The two graphs demonstrate the growing disparity between housing markets in the US, in terms of geography. Even though home prices in the US, on average, are close to fair value; some metro areas like LA are no where near the average long-run affordability levels when compared to income.


6 comments to Affordability of home prices in the US

  • ghimirer17

    I appreciate you pointing out that a lot of house prices and affordability really depends on the location that an individual is looking at and how you focused on price to income. There is a large variance due to geography, and I’ve noticed this moving from Oklahoma, to Massachusetts, to Washington. A lot of in part seems to be a result of population vs. the amount of area there is. As a result, I think size of housing would also be interesting to look at – what you can afford to buy in Texas is probably double or triple the size an individual would be able to afford in Boston. In addition, while you looked at two big cities, I wonder how big the differences in affordability is between cities vs. small towns – I imagine pretty large. Lexington, for example, has pretty cheap rent, especially due to recent third year housing, and it would be interesting to see how it compares to other city environments – for example D.C. This is probably something that we’re about to find out soon as we enter the labor force and gravitate to jobs in cities.

  • santanagarcesk17

    Looking at rural v urban would definitely be interesting, but I like the comparison you made between New York and L.A to test affordability of housing. I also think it’s interesting to look at these cities through the land restrictions they have. New York and Los Angeles are both somewhat constricted by water, which limits their expansion more than a city like Oklahoma City. Looking at the geographic constraints of city in relation to prices may be just as interesting as adding in population since they’re in direct competition with each other. As cities expand vertically instead of horizontally, price per square foot becomes the best measure across the country.

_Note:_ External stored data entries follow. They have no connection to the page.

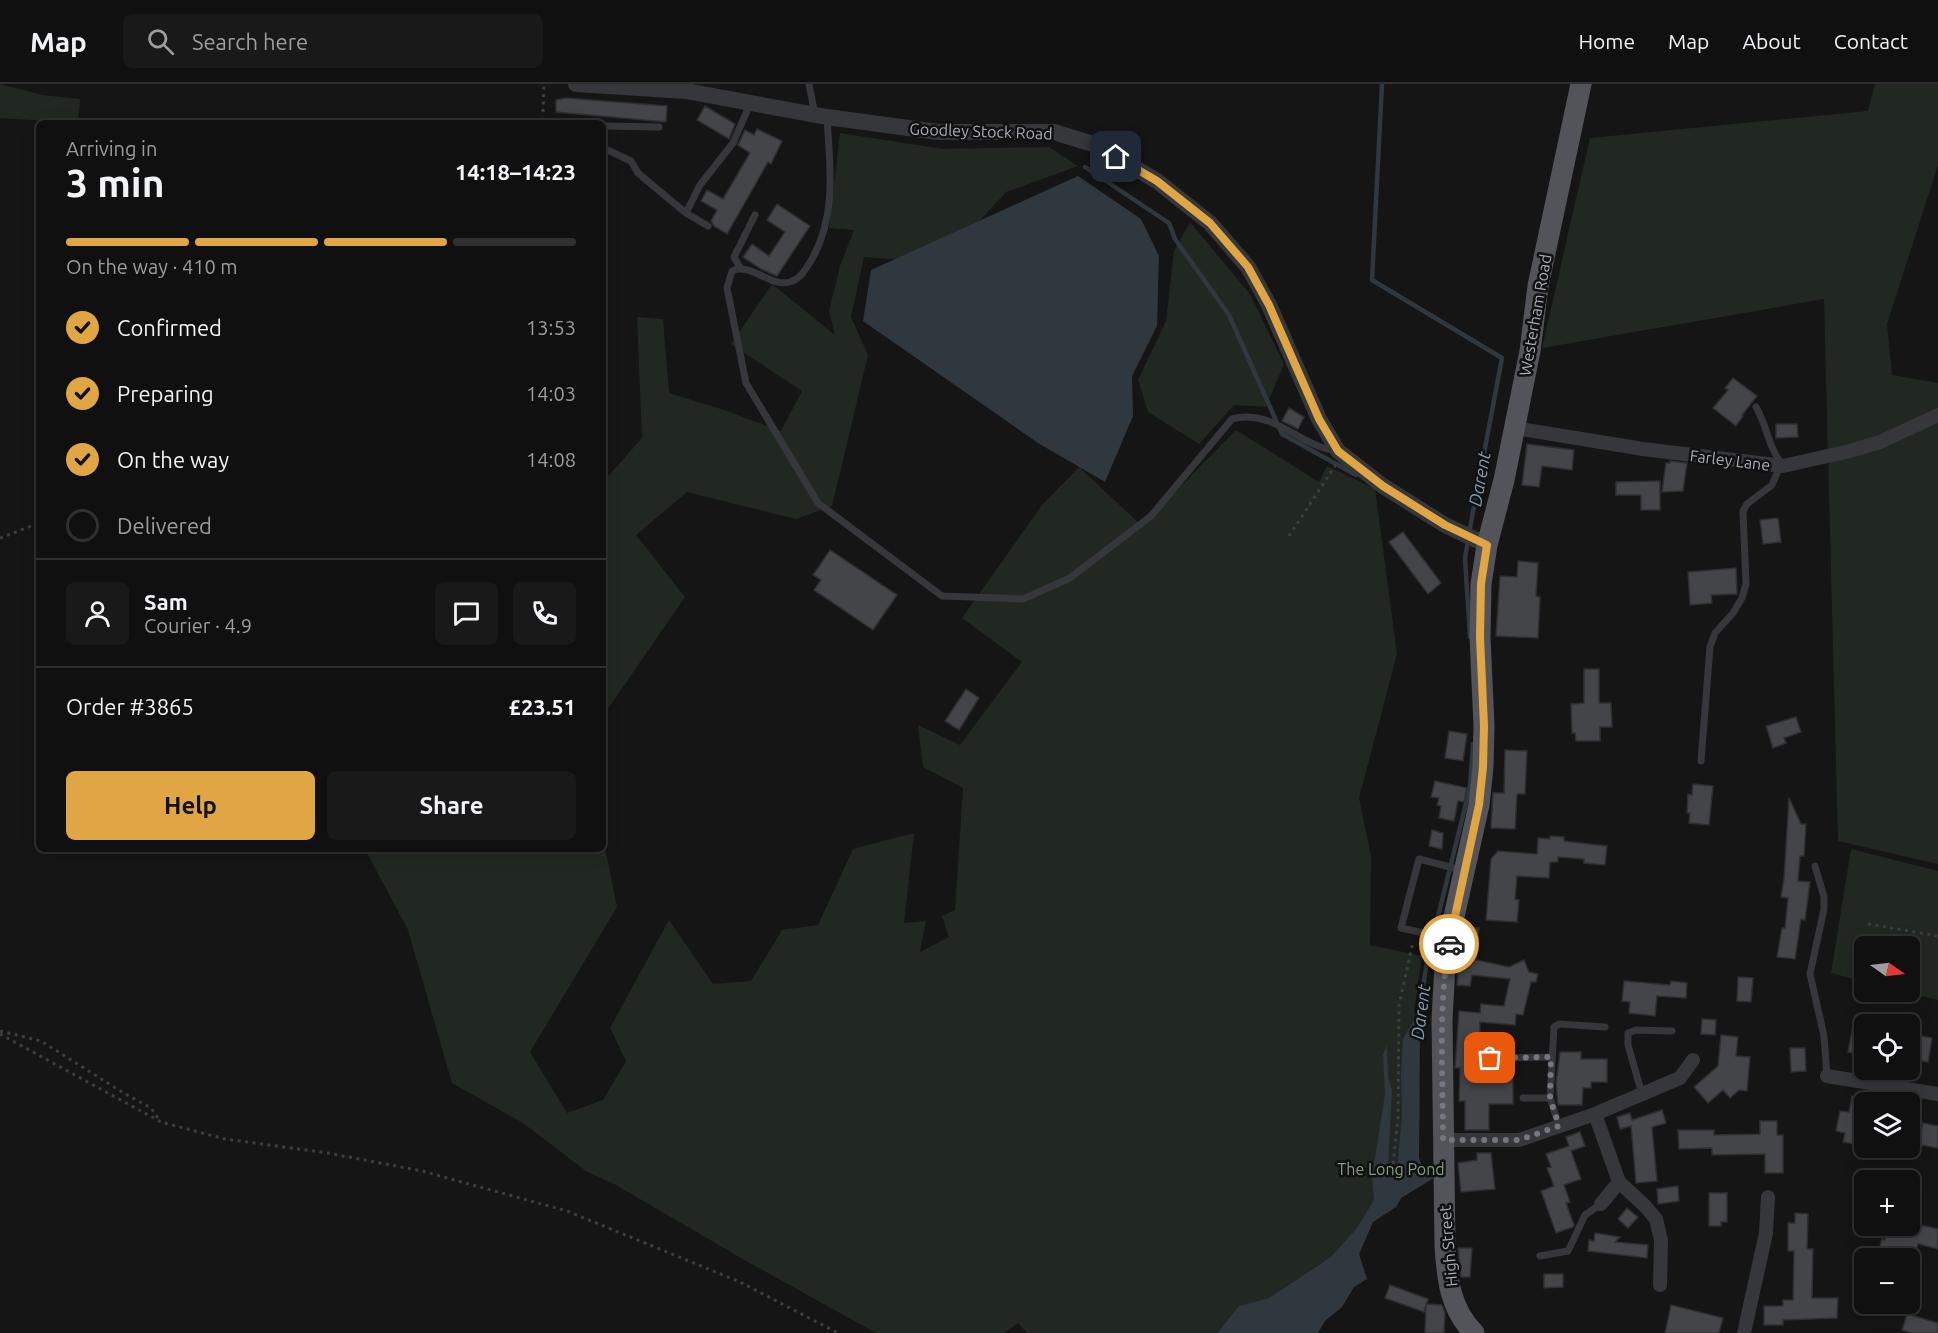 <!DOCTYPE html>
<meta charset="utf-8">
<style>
:root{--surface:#101010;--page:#191919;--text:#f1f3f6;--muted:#9c9d9f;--line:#303030;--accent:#e0a643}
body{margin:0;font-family:Ubuntu,sans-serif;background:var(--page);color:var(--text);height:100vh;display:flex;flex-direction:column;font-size:22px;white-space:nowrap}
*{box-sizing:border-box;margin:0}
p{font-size:20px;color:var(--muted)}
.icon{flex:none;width:33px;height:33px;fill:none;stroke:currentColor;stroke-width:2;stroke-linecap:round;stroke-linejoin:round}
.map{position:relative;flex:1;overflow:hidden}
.side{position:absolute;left:36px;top:36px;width:570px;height:732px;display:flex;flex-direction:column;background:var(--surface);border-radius:9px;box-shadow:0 3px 15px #0003,0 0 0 2px var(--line)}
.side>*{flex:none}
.needle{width:39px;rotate:104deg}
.controls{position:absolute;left:1854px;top:852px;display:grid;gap:12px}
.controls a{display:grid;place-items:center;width:66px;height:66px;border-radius:9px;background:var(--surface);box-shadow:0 3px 15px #0003,0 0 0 2px var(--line);font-size:30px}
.pin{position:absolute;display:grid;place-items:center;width:51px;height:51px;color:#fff;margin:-26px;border-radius:12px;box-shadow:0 3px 9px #0006}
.courier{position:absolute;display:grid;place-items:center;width:60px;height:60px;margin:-30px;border:4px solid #e0a643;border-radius:50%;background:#fff;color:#222;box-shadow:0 2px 8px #0007}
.head em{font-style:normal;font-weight:600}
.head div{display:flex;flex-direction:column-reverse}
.head{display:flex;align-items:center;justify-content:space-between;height:102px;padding:0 30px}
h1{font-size:39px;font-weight:600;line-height:45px}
.bar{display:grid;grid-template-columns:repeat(4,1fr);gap:9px 6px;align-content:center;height:72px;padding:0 30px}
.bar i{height:8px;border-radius:4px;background:var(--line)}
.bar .current{background:var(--accent)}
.bar p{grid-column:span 4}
.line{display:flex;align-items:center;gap:15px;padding:0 30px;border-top:2px solid var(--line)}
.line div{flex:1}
.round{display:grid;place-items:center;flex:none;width:63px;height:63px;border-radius:9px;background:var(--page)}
ol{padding:0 30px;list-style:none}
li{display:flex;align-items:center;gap:18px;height:66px}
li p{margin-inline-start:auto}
li .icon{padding:6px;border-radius:50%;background:var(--accent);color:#111;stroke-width:4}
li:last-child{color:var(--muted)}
li i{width:33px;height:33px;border:3px solid var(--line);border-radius:50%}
.button{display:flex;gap:12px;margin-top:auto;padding:12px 30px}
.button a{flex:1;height:69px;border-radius:9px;background:var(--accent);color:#111;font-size:24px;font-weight:600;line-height:69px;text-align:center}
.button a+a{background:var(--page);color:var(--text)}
header{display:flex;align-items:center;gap:36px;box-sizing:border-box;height:84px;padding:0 30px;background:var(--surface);border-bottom:2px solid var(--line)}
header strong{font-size:28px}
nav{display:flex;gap:33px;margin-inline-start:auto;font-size:21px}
.search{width:420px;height:54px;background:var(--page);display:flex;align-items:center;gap:15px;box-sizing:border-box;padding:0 21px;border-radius:9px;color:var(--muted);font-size:22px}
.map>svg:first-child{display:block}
.green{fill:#212822}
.water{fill:#2f383e}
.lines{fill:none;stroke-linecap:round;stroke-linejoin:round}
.stream{stroke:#2f383e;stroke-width:4.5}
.building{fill:#444549;stroke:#2f2f32;stroke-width:1.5}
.path{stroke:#3c3e42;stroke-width:3;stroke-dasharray:3 4.5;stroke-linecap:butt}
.service{stroke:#36373b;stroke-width:7}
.minor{stroke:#36373b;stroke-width:14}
.tertiary{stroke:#36373b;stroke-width:16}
.primary{stroke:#52545a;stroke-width:21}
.done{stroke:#75777d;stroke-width:6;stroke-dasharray:0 10.8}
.route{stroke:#e0a643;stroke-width:8}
.labels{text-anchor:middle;stroke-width:5;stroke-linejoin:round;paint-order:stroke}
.street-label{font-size:16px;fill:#a8acb5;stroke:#101011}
.park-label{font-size:16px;fill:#819e81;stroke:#101011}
.water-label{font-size:18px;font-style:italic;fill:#829aad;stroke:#101011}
</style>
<header>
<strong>Map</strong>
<div class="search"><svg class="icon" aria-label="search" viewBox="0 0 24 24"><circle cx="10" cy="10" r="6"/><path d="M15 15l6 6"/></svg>Search here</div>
<nav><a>Home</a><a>Map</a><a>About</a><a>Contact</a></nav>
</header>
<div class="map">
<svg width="1938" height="1249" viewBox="0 0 1938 1249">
<rect width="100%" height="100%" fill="#151516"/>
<!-- green -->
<path class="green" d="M0 0 42 11 80 15 78 39 0 34Z
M1875 0H1938V81L1887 240 1892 291 1938 299V780L1838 757 1824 215 1542 264 1590 54 1868 27Z
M840 49 943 65 1049 63 1078 82 1006 108 941 179 864 173 851 233 868 271 832 422 796 435 687 408 636 451 685 513 603 632V398L642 354 637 233 663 235 669 309 721 325 781 347 802 307 731 260 772 200 835 251 829 227 840 182 854 146 829 144Z
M1190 138 1250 210 1284 280 1266 323 1234 321 1199 360 1148 328 1138 296 1166 237 1174 167Z
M1236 346 1319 398 1327 382 1375 405 1397 570 1359 714 1371 772 1370 861 1422 872 1414 927 1420 935 1419 1074 1424 1089 1437 1092 1401 1114 1396 1123 1373 1138 1359 1170 1327 1175 1269 1214 1239 1222 1217 1249H1027L1018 1239 1004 1249H876L741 1174 616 1101 586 1087 523 1039 452 999 408 846 365 765H603V754L617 823 530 968 567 1029 603 1016 626 977 610 944 669 836 713 900 751 897 782 846 818 841 853 765 914 749 904 839 926 837 920 868 949 853 942 832 955 826 963 704 923 683 918 641 960 661 1022 578 962 534 1042 421 1079 383 1142 442Z
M1851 765 1938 787V916L1904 908H1910V862H1864V898L1831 889Z"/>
<!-- water -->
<path class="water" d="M1078 92 1141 135 1159 172 1157 242 1132 292 1133 332 1105 398 1038 359 863 237 871 186Z
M1417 931 1420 935 1419 1074 1424 1089 1437 1092 1401 1114 1396 1123 1373 1138 1359 1170 1367 1195 1354 1203 1342 1223 1325 1237 1318 1249H1217L1239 1222 1269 1214 1332 1172 1357 1144 1374 1116 1372 1093 1385 1010 1383 971 1387 961 1388 993 1392 1006 1388 1083 1390 1091 1397 1086 1402 1031 1401 990 1403 955Z"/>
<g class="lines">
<!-- stream -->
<path class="stream" d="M1382 0 1372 196 1502 274 1469 449
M1085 83 1169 139 1175 155 1229 231 1282 350 1356 391
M1468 457 1465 474 1470 553
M1418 937 1427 877 1470 703 1473 660"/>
</g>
<!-- building -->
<path class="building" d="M566 14 667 22 666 38 556 28V16Z
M705 22 735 40 729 55 697 36Z
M757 45 782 57 771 80 768 78 727 150 714 142 711 137 717 126 701 117 707 106 723 115 750 69 738 61 745 46 754 51Z
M777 120 810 142 777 192 761 185 743 173 752 160 769 172 785 148 767 136Z
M1733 294 1757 312 1742 331 1743 332 1736 342 1713 324 1728 306 1725 304Z
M1289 324 1304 333 1298 345 1282 337Z
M1776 340H1797L1798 353 1776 354Z
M1527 360 1574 366 1572 386 1542 382 1539 403 1522 401Z
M1670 377 1687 379 1683 407 1662 408 1666 379H1670Z
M1660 397V426H1641V411H1616V398Z
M1778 434 1781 458 1763 460 1760 436Z
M1403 448 1441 499 1428 510 1389 458Z
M830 466 897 511 873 546 814 506 821 496 813 491Z
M1518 477 1538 479 1536 512 1540 513 1538 554 1496 552 1500 492 1517 493Z
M1736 484 1737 510 1711 511 1712 519 1690 521 1688 488Z
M1584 585H1599V619H1611L1612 643H1600V657H1576L1575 649H1572L1571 620 1584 619Z
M966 605 979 614 959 646 945 637Z
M1796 633 1801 648 1784 654 1786 659 1773 664 1766 642Z
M1449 647 1467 650 1463 677 1445 674Z
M1505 666 1527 667 1525 710H1517L1515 745 1491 744 1493 709H1504Z
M1435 697 1467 704 1464 718 1458 717 1454 737 1439 734 1441 722 1437 721 1439 714 1431 713Z
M1693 700 1713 702 1709 741 1689 739 1690 729H1687L1688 710 1692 711Z
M1789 714 1801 740H1806L1804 772H1800L1798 797 1810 798 1805 836 1801 835 1795 875 1777 873 1782 844H1785L1788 814 1781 813 1784 795Z
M1432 746 1443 749 1442 765 1429 762Z
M1550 752 1564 753V757L1607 762 1605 781 1584 779V775L1558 773V778H1550L1549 794 1517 792 1515 815 1519 816 1517 838 1486 836 1491 775 1498 767 1537 770 1538 754 1550 755Z
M1465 843 1479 844 1476 876 1509 883 1524 876 1529 888 1538 890 1536 898H1531L1523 931 1516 930 1515 941 1480 938 1479 989 1495 990V995H1513V1020H1489V1046H1465V1017H1459L1460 984H1455L1459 927 1480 929 1481 920 1504 922 1510 895 1472 891 1470 902 1457 901 1458 882Z
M1738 893 1753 894 1751 918 1737 917Z
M1624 897 1670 901 1671 897 1687 899 1686 914 1657 912 1655 932 1629 929 1630 918 1622 917Z
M1702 935 1716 936 1715 951 1701 950Z
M1854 937 1864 939V971L1848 968Z
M1911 950 1932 954 1928 978 1918 976 1910 981Z
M1721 951 1738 953 1736 972 1750 973 1747 1007 1739 1006 1730 1014 1723 1006 1708 1019 1694 1003 1718 982Z
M1790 964H1805L1806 987 1791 988Z
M1560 968H1581V975H1607V998H1591V1004H1583L1582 1021H1558L1556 999Z
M1852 1012 1866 1015 1864 1042 1861 1061 1843 1058 1845 1049 1836 1047 1840 1027 1849 1028Z
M1662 1026 1666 1039 1652 1043 1657 1097 1636 1099 1631 1042 1620 1045 1617 1033 1630 1029 1632 1036Z
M1760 1037H1777V1051H1783V1089H1765V1070L1712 1071V1064L1679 1065 1678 1046H1714V1051L1760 1050Z
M1923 1039 1938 1042V1064L1910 1059V1046L1921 1048Z
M1580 1048 1585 1062 1571 1067 1581 1095 1564 1101 1570 1118 1566 1119 1574 1141 1573 1143 1556 1149 1541 1107 1554 1102 1547 1084 1551 1083 1546 1070 1569 1062 1566 1053Z
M1477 1069H1491L1495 1105 1461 1108 1458 1079 1477 1076Z
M1678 1102 1679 1117 1658 1120 1657 1105Z
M1709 1109H1727V1138H1721V1142H1709Z
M1627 1124 1638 1133 1628 1144 1618 1135Z
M1795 1129 1808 1130 1807 1165H1813L1812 1214H1838L1837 1234 1783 1236V1241H1764V1222H1783V1216H1793L1794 1167H1788V1139H1795Z
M1889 1142H1925L1938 1145V1165L1918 1160 1914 1174H1898L1878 1169 1882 1155 1885 1156Z
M1595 1149 1620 1153 1615 1158 1648 1161 1647 1174 1588 1167 1589 1156 1594 1157Z
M1458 1164H1472L1470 1193H1461Z
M1544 1190H1563V1203L1544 1204Z
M1390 1201 1428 1215 1424 1228 1385 1214Z
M1426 1220 1442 1221 1445 1228 1444 1249H1425Z
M1671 1221 1723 1234 1719 1249H1665Z
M1907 1230 1938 1239V1249H1912L1902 1246Z"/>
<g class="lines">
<!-- path -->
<path class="path" d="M543 28 544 0
M1289 452 1335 382
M0 454 39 439
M1868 840 1938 852
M0 947 41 957 122 1008 151 1024 160 1037
M0 950 161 1038 225 1055 328 1069 422 1087 567 1127 740 1198 838 1249
M1393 1080 1398 1034 1399 921 1413 858"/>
<!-- service -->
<path class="service" d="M809 0 815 31
M827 34C830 82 837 131 812 175 806 184 802 194 790 198 773 203 757 185 741 185 738 184 735 186 732 187L727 204 746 299 818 419 942 512 1023 515 1070 494 1151 432 1232 335C1273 324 1297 361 1336 367
M542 37 548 39
M603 42 659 43
M603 64 631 77 638 89 651 100 686 129 708 142
M686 129 700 101 733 59 750 20
M741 185 734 173 755 131
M1756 323C1767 341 1768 363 1782 380
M1701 677 1710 563 1715 549 1733 529 1742 514 1746 500 1743 427 1747 420 1772 401 1780 382
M1815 782 1824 813V825L1810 890 1824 952 1827 992
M1446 854 1401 844 1419 775 1461 786
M1490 974 1551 973
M1642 1010 1628 961V949L1636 946 1672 947
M1523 1014H1550
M1559 1042 1550 1014 1554 943 1559 940 1605 943
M1540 1172 1568 1167 1585 1131 1601 1120"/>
<!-- minor -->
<path class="minor" d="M1515 344 1643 365 1783 382 1850 367 1880 358 1938 331
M1827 992 1938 1010
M1595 1030 1619 1098 1645 1122 1656 1135 1661 1156 1660 1201
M1443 1056H1519L1595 1030 1680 994 1693 976
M1601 1120 1619 1098
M1744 1249 1766 1149 1768 1113"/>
<!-- tertiary -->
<path class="tertiary" d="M576 0 686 7 827 33 938 48H1054L1096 61 1157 97 1210 139 1248 183 1269 221 1319 335 1338 367 1383 402 1445 441 1487 461"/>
<!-- primary -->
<path class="primary" d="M1474 1249C1450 1225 1447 1194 1445 1162L1442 936 1445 880 1453 837 1479 721 1483 683 1484 642 1480 553 1481 500 1487 461 1504 396 1530 267 1538 202 1581 0"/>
</g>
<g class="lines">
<!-- done -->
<path class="done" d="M1449 860C1438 924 1443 991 1443 1056H1519L1559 1042 1550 1014 1551 973 1490 974"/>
<!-- route -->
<path class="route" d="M1116 73 1157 97 1210 139 1248 183 1269 221 1319 335 1338 367 1383 402 1445 441 1487 461 1481 500 1480 553 1484 642 1483 683 1479 721 1449 860"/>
</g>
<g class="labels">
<!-- street labels -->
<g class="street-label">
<text transform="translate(981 47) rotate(2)" y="6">Goodley Stock Road</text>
<text transform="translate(1535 231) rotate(-80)" y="6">Westerham Road</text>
<text transform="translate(1730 376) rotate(7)" y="6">Farley Lane</text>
<text transform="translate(1448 1162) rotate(-95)" y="6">High Street</text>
</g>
<!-- park labels -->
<g class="park-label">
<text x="1391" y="1091">The Long Pond</text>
</g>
<!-- water labels -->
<g class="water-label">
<text transform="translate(1480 395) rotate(-80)" y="6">Darent</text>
<text transform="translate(1421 928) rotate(-83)" y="6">Darent</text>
</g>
</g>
</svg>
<div class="controls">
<a><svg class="needle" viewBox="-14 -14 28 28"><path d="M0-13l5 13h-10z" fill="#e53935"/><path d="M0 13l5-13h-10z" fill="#9c9d9f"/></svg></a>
<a><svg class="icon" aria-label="locate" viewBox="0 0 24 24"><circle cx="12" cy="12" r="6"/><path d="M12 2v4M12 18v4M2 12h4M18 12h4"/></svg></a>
<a><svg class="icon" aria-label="layers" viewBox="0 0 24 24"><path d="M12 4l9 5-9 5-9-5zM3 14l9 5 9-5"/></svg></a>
<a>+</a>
<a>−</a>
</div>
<div class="pin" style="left:1490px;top:974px;background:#ea580c"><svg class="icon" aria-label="bag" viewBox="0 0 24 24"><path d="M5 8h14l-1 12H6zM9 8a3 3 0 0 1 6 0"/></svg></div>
<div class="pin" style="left:1116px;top:73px;background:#1f2937"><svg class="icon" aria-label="home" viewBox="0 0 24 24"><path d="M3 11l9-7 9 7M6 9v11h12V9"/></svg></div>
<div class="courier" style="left:1449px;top:860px"><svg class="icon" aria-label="car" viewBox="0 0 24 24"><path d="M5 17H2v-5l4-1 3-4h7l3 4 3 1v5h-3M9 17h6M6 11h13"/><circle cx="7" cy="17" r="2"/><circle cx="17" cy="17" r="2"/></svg></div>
<section class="side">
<div class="head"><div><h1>3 min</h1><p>Arriving in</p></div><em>14:18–14:23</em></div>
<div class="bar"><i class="current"></i><i class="current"></i><i class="current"></i><i></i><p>On the way · 410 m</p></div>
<ol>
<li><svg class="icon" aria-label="check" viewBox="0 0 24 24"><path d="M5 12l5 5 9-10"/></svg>Confirmed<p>13:53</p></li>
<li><svg class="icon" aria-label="check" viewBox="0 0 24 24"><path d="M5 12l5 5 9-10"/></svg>Preparing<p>14:03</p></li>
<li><svg class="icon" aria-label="check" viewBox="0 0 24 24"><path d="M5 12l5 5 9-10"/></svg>On the way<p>14:08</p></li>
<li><i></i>Delivered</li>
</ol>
<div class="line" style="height:108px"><a class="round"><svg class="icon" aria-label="person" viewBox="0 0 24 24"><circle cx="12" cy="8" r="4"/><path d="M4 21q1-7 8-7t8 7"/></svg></a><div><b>Sam</b><p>Courier · 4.9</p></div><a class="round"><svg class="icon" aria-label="chat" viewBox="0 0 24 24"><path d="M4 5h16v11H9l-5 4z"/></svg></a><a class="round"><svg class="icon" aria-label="phone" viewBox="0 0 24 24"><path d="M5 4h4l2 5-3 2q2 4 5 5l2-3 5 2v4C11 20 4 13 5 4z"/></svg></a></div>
<div class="line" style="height:78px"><div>Order #3865</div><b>£23.51</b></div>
<div class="button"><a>Help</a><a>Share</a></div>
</section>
</div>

  • Net post, will wait for others to pitch in. There’s a lot of work on related topics in urban economics, some tied to geology – is there open land – and some to political structures, such as whether suburbs can set up rules to keep “others” out (eg minimum lot size). And there’s also wide variation in the performance of local economies, in the City of Detroit you can likely buy a house for less than $1,000, and a nice house for a few months’ of NYC rent.

  • dawejko

    This is a good example of why primary markets will not experience much growth in the foreseeable future. Prices are just too high. Refer to my recent blog post, it is becoming uneconomical to live or work in cities like NYC or LA. It would be interesting to see these affordability ratios against recent real estate market growth. My guess is that they would be inversely related, or the cities will the least affordable real estate experience less growth in value and rents.

  • cohend17

    It is interesting to note that the two main markets shown here, NYC and LA move mostly in tandem with each other. Different cities and geographic markets are constantly at different phases in the development cycle, meaning that their graph lines would not sync up as well with those of LA and NYC. For example, Houston is in the declining phase, whereas Northn New Jersey is just beginning to recover. However, it is clear that the US average line also fits reasonably well with these two large markets. I would be curious to view how other cities fit this pattern, and which don’t. I would also be curious to see how heavily the greater LA and NYC MSA’s weigh in the overall US housing market (I know 1/16 of the country’s population lives in the New York-NJ-Long Island-Stamford area).

  • There is a growing literature on regional disparity. The biggest finding is that “open” cities (those with no perimeter, such as Atlanta or Denver) look quite different from San Francisco, which is bounded by ocean, bay and hills/mountains. Seattle and Honolulu are likewise physically constrained from outward sprawl.